鳳山雑記帳はてなブログ

立花鳳山と申します。ヤフーブログが終了しましたので、こちらで開設しました。宜しくお願いします。

高密度EFP

 今回の内容は非常にマニアックなので国防・軍事に関心のない方はスルーしてください。

 高密度EFPというのはEFP(自己鍛造弾)を並列・積層に配置し、一つの爆発で多数の高速金属弾を形成して、上陸部隊や軽装甲目標を面制圧する新型の誘導弾用弾頭技術です。(AI解説より)

 その前にEFP(自己鍛造弾)の説明が必要ですね。EFPというのは成形炸薬弾(HEAT)の一種で、同じくモンロー/ノイマン効果を利用しています。成形炸薬弾は円筒状の砲弾の先端部を漏斗状にへこませそこに金属板(ライナー)を装着しています。砲弾が命中すると漏斗状のライナーの反対側から起爆し発生した爆轟波でライナーは動的超高圧になり崩壊します。これをユゴニオ弾性限界と言いますが、これにより漏斗中心部に超高速噴流(メタルジェット)が発生し敵の装甲を貫きます。一種の化学エネルギー弾です。

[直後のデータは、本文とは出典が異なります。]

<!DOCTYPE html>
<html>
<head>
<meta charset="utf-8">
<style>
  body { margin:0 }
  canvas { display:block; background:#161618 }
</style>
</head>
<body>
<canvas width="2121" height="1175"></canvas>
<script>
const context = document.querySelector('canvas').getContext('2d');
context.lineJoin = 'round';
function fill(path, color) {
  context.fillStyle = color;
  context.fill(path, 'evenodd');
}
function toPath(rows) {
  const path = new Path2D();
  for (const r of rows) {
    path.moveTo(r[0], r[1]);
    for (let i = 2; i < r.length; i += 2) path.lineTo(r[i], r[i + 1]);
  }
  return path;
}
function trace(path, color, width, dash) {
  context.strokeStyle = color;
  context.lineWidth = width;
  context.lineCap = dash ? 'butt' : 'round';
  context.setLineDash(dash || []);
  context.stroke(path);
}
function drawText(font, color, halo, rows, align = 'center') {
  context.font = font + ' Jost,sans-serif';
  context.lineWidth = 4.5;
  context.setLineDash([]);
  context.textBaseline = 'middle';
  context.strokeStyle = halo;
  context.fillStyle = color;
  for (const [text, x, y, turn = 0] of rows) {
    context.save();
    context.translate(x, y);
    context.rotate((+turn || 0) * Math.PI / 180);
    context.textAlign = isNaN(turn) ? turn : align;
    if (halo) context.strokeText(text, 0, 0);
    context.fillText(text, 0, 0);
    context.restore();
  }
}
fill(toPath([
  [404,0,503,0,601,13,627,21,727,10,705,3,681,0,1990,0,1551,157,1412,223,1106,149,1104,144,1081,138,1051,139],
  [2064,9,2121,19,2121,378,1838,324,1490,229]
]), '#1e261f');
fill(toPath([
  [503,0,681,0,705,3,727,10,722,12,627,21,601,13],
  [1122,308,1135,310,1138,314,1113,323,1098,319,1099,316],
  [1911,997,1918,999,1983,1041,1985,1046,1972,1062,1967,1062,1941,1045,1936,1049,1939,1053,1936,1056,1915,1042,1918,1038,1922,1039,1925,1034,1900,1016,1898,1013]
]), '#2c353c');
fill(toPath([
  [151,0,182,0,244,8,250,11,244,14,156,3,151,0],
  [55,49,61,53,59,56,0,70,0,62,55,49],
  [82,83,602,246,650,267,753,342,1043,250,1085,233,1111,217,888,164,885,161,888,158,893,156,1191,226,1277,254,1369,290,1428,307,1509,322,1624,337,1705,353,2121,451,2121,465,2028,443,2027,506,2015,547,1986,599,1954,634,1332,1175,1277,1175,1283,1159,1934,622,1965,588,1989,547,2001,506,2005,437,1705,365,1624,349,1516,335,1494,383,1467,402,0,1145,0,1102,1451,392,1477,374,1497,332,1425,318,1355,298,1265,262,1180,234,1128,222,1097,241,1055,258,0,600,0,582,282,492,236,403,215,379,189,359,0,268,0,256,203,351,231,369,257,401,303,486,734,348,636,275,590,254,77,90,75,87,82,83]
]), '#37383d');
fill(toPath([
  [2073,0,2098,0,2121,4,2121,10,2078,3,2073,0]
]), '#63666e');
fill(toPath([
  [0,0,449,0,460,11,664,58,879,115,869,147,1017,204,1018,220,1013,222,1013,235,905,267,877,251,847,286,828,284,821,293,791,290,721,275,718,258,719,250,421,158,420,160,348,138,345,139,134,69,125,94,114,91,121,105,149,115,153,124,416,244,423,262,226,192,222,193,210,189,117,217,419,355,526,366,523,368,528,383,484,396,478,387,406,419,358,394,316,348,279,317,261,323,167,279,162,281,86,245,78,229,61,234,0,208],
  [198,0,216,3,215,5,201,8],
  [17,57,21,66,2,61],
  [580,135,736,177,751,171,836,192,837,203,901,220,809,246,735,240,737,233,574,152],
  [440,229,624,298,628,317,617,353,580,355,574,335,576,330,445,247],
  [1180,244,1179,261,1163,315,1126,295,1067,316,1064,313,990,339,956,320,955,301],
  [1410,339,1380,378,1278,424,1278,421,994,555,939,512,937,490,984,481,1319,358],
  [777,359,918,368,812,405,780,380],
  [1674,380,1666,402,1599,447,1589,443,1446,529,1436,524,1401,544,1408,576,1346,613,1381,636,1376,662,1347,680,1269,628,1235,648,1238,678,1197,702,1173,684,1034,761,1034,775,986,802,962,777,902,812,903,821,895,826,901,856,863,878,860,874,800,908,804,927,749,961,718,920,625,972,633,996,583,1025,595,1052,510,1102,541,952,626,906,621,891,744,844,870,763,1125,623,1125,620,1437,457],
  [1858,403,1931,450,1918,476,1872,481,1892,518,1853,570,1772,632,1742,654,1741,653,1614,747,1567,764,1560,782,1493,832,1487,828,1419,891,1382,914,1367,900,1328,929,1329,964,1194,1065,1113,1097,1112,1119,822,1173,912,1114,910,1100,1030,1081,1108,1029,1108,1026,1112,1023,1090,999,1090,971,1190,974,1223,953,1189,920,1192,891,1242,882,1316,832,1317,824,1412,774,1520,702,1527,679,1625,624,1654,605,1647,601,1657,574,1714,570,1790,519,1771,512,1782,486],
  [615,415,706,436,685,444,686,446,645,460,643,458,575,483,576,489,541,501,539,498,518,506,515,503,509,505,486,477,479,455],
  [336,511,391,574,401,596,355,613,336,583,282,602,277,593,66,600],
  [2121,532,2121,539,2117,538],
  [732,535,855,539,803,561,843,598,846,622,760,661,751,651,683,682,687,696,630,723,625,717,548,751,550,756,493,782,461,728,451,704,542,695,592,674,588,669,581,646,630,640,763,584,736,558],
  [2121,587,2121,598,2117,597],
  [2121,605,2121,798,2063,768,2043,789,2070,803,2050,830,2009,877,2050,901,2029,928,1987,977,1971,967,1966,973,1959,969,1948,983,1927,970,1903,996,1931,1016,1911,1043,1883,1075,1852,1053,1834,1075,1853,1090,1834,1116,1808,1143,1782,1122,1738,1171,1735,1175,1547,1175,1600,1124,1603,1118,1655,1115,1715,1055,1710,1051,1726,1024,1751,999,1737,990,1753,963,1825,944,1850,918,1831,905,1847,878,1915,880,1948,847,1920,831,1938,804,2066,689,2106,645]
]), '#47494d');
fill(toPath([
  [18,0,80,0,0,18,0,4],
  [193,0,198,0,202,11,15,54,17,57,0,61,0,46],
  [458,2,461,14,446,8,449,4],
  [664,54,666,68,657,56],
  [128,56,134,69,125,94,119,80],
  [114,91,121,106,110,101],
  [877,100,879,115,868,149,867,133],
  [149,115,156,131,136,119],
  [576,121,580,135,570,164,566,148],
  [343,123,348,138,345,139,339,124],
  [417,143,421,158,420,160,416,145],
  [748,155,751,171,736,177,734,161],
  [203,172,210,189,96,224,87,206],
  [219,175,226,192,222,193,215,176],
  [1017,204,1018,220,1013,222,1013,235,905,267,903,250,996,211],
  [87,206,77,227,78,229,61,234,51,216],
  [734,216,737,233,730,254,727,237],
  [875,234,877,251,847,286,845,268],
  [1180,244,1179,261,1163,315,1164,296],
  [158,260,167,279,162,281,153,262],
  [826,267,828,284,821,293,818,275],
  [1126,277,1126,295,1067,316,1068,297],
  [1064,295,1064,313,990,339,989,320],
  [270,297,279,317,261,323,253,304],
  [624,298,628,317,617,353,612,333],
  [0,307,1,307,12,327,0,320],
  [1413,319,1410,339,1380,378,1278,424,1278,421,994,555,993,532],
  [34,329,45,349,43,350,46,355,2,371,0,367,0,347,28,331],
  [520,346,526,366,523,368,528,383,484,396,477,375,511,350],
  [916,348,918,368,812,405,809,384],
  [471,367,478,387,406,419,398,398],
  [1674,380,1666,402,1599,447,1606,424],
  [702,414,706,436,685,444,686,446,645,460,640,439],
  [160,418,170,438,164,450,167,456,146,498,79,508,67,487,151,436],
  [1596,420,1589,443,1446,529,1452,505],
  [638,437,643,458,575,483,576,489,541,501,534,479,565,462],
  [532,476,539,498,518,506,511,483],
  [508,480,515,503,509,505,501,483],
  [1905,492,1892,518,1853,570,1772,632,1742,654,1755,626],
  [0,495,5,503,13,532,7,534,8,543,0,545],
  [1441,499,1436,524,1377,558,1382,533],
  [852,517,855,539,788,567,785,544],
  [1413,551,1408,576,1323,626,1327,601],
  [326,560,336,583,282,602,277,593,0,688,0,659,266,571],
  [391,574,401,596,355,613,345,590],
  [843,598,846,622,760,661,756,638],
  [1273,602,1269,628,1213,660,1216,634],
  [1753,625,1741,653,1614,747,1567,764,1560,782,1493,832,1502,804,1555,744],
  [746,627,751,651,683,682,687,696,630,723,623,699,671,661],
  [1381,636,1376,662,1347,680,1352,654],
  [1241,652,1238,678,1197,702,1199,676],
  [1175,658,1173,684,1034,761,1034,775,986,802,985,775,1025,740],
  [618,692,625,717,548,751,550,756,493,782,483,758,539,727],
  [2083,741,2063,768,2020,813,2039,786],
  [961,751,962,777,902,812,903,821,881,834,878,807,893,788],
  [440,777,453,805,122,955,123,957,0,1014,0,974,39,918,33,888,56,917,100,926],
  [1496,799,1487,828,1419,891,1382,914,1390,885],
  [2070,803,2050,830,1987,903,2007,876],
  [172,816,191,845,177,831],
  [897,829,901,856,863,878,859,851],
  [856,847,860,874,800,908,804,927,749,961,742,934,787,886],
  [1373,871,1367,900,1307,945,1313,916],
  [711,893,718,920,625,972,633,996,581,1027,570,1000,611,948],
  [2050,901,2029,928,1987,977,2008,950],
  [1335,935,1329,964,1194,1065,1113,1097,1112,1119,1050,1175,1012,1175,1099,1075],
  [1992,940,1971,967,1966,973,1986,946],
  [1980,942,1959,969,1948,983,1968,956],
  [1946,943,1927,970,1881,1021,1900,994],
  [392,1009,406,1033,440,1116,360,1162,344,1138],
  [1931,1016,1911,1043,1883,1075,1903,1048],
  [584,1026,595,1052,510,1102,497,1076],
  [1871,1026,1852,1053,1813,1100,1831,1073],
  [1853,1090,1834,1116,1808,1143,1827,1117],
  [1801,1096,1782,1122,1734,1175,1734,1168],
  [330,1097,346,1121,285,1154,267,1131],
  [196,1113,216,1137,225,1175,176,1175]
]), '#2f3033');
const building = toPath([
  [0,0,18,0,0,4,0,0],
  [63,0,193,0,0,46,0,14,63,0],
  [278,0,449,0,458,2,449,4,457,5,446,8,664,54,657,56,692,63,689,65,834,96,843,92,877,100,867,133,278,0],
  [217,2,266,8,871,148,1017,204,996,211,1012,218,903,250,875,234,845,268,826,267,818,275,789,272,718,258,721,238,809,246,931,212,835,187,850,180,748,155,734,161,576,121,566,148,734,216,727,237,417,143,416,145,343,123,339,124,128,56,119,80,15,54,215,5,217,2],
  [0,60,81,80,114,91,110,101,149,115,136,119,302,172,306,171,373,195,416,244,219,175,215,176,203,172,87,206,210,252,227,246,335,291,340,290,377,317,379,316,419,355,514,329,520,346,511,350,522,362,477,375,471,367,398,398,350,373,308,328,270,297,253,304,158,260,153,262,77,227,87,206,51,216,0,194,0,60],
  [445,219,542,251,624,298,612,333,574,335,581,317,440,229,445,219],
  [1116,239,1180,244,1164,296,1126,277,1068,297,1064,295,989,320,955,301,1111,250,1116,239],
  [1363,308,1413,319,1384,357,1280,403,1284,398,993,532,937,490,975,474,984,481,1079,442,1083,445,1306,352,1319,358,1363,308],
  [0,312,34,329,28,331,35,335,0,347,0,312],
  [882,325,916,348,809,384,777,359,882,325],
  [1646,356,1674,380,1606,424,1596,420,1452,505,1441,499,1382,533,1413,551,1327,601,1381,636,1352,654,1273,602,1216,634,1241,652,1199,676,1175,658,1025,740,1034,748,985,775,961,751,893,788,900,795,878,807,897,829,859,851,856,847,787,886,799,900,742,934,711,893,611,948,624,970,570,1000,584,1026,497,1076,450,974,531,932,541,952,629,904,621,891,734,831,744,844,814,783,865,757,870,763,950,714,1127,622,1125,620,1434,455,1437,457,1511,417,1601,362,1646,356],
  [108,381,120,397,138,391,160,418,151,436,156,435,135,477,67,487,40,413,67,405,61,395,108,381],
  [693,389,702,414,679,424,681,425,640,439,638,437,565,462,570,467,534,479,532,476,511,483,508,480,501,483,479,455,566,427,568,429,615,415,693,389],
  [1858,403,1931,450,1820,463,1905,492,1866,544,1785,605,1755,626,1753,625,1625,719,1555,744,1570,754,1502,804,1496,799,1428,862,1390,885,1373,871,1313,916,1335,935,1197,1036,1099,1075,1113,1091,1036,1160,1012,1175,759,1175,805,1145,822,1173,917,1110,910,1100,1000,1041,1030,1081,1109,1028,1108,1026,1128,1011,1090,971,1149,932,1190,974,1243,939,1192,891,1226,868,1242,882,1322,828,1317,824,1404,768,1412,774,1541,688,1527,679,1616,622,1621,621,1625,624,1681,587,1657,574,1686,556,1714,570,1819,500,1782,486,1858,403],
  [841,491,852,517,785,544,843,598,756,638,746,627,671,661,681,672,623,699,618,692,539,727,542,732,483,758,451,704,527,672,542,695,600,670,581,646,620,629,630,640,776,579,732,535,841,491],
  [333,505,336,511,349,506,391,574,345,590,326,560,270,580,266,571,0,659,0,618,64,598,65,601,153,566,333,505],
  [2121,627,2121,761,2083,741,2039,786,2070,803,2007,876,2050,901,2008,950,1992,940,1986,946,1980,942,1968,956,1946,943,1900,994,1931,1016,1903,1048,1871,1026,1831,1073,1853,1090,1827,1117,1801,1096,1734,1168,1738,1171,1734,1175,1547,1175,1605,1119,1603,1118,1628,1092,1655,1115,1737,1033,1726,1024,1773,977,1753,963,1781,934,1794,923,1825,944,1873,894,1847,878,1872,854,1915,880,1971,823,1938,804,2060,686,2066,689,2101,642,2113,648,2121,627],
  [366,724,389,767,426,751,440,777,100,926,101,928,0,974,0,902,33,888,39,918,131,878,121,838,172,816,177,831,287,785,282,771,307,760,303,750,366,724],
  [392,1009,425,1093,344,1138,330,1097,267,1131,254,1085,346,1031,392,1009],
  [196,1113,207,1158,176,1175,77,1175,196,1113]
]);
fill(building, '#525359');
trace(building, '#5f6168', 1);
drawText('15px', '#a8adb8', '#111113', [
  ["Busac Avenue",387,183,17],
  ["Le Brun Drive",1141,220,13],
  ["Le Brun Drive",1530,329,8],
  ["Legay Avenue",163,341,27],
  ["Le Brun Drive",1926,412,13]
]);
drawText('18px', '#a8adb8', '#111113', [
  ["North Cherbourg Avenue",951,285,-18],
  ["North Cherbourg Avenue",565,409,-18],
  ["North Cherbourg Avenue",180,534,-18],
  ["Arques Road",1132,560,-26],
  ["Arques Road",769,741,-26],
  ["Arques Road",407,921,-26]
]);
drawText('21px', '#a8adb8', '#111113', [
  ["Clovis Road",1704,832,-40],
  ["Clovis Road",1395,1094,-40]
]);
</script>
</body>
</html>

 自己鍛造弾と成形炸薬弾の違いは、爆轟波でユゴニオ弾性限界を起こすまでは一緒ですが金属ライナーがそのまま飛び出し爆轟波の進行方向に沿って絞り込まれれるように変形し圧力から解放されたライナーは弾丸状の形状のまま目標に激突します。自己鍛造が完成する時間はわずか400マイクロ秒で弾頭は秒速2000mから3000mにも達するそうです。これは一般的な砲弾の3〜4倍の速度で、保有する運動エネルギーは9〜16倍にのぼり、強力な貫通力を発揮します(ウィキペデイアより)。

 素人(私も含む)にはチンプンカンプンですが、成形炸薬弾の知識があれば何とか理解できるレベルです。そしてやっと本題ですが、EFPはそれが一方向にしか働かないのに対し、高密度EFPは自己鍛造弾が広範囲に飛散し面を制圧できるということみたいです。

 ただ、親爆弾から多数の子爆弾が飛散するクラスター弾よりは威力が低く、しかも戦車などの重装甲の車両にもあまり効果がありません。APC(装甲兵員輸送車)やIFV(歩兵戦闘車)のように装甲が比較的薄い車両には威力がありますが。当然、広く散開する歩兵部隊への威力もクラスター弾よりは劣ります。ただクラスター弾は不発弾が発生して危険なのに対し高密度EFPはそれがないのがメリットです。綺麗事でクラスター弾禁止条約に加盟した日本政府の罪は重いですね。

 実は自衛隊が敵基地攻撃能力と切り札として開発中の島嶼防衛用高速滑空弾の弾頭に高密度EFPを採用するかもしれないという話があるのです。私は一応賛成ですが、高密度EFPだけでなくタンデムHEATなど複数の弾頭を採用し用途によって使い分けるべきだと考えます。

 皆さんは島嶼防衛用高速滑空弾の弾頭に高密度EFPを採用するという話、どのような感想を持たれましたか?

 

追伸:

 あくまで素人考えなので間違っていたら軍事知識のある方に訂正してほしいんですが、成形炸薬弾と自己鍛造弾の違いは金属ライナーの形状かなと思うんですよ。漏斗状だったらその先端(一番底)に爆轟波のエネルギーが集中してメタルジェットが発生しますが、メタリジェットが発生しないような緩やかな半球状だったらライナーそのものが飛び出して自己鍛造するのではないかと。

 ちなみに自己鍛造弾の技術はハヤブサ2が小惑星から岩石サンプルを採取した時にも使われたそうで、軍事と民生品の境界線は無くなっているんだなと思いました。